10:45 – made “a preposition is a horrible thing to end a sentence with” joke to which everyone just nodded and said yes.
1:00 – “I love roleplaying” “no that kind”. “oh”

I’m slowly becoming more active in Playwicki District and was tapped to head up a Webelos weekend.  It’s a bit of a weak weekend which lasts less than 18 hours, but hey they’re kids.

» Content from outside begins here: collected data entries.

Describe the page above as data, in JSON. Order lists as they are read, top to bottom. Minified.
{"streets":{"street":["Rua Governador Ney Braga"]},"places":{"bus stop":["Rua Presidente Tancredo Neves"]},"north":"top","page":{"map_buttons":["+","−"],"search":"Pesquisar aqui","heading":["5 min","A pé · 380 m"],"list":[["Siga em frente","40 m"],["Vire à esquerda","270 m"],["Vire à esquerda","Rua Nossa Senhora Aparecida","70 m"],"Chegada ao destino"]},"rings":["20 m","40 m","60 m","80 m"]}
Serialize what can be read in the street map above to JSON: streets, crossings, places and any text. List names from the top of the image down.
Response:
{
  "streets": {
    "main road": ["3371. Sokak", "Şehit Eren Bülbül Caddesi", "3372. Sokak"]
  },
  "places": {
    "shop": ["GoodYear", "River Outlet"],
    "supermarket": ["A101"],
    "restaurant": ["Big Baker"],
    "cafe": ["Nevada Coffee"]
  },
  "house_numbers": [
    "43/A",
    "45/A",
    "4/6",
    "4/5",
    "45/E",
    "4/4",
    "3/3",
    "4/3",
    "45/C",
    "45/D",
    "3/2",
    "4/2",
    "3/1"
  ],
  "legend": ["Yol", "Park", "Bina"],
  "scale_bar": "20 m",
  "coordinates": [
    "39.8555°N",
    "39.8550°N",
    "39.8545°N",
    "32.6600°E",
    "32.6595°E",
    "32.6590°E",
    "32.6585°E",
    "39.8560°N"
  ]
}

I’m reasonably good with Publisher and combined with Google image search one can create a reasonably snazzy form with a little knowledge of fonts.  So, I made a form for the event and passed it out at the district committee meeting and the response was stunning.  I had no less than three people go “this is good”.  The professional was impressed it was in color.  This is from the man who sent me a form by printing it out in color, scanning it to black and white, and sending me the pdf of the original publisher document.  At the end of the meeting someone said to me “you’re doing a great job”.  How!? I just made a fucking form and people are using it as a proxy for the success of the event.  I have almost no service corps, I don’t have a budget and the patch won’t be in by then but I have an awesome form that apparently covers that.  This is the equivalent of judging the fiscal soundness of a nation by how nice its money is.  Which, if it were the case, Zimbabwe would be in a lot better shape.

Duckets of security

Duckets of security

So, the day started out great, with crispy bacon in the Dining Hall and everything.  I thought I could slip away from the shackles of karma, but I couldn’t.  One of the provos destroyed his ankle while waving at Andy Clarke.  Injury often stalks those who wave to the Briton.  I, being the only one with a car, got to drive the fellow to the hospital but with the caveat that it was after a pit stop.  The Economist’s Technology Monitor had been updated so about 45 minutes later I made the 200 foot walk to take the kid to the hospital.  I was worried that he was faking his sprained ankle so I made several jarring stops, based on the volume of the screams he wasn’t faking it.

On arrival, we sat in the ER waiting area surrounded by people with funny conditions.  Funny uh oh, not funny ha ha.  We played hide and go seek with our radios in the waiting room.  After a two hour wait, he went to get an x-ray and we tried for a group shot but weren’t allowed.  Andy and our next got our charge a large collection of Hannah Montana stickers for being such a brave little Scout.  I look forward to seeing how this ends.

So, this week there’s actually a siesta period after lunch and as an assistant Scoutmaster for a unit of provos, I stepped up to the plate and we began jumping rope.  After quickly exhausting a number of black tweener stereotypes we got more competative.  Someone challenged the three staff members and I went second after Andy who got 11 jumps.  Someone started singing “Miss Mary Mack” and was out after getting hit in the face while doubled over laughing.

Kevin Ott got up next and to secure my record of not being last I yelled “FAIL!” every time the rope came around.  My record of 9 was three times the three he got in before he also failed to jump while doubled over.

Victory through adversity.

Last night, I had to deal with a number of kids with homesickness, or what we call domestic nostalgia.  Here’s what they said:

Kid: What music do you listen to?
Me: Mostly stuff from people who’ve been dead for 150 years.
Kid: Oh, like Van Halen.

Me: So what do you do for fun?
Kid: Collect souls, I bought Michael Jackson’s for $1.00.

Kid: You’re awesome at the guitar, you’re like that black guy.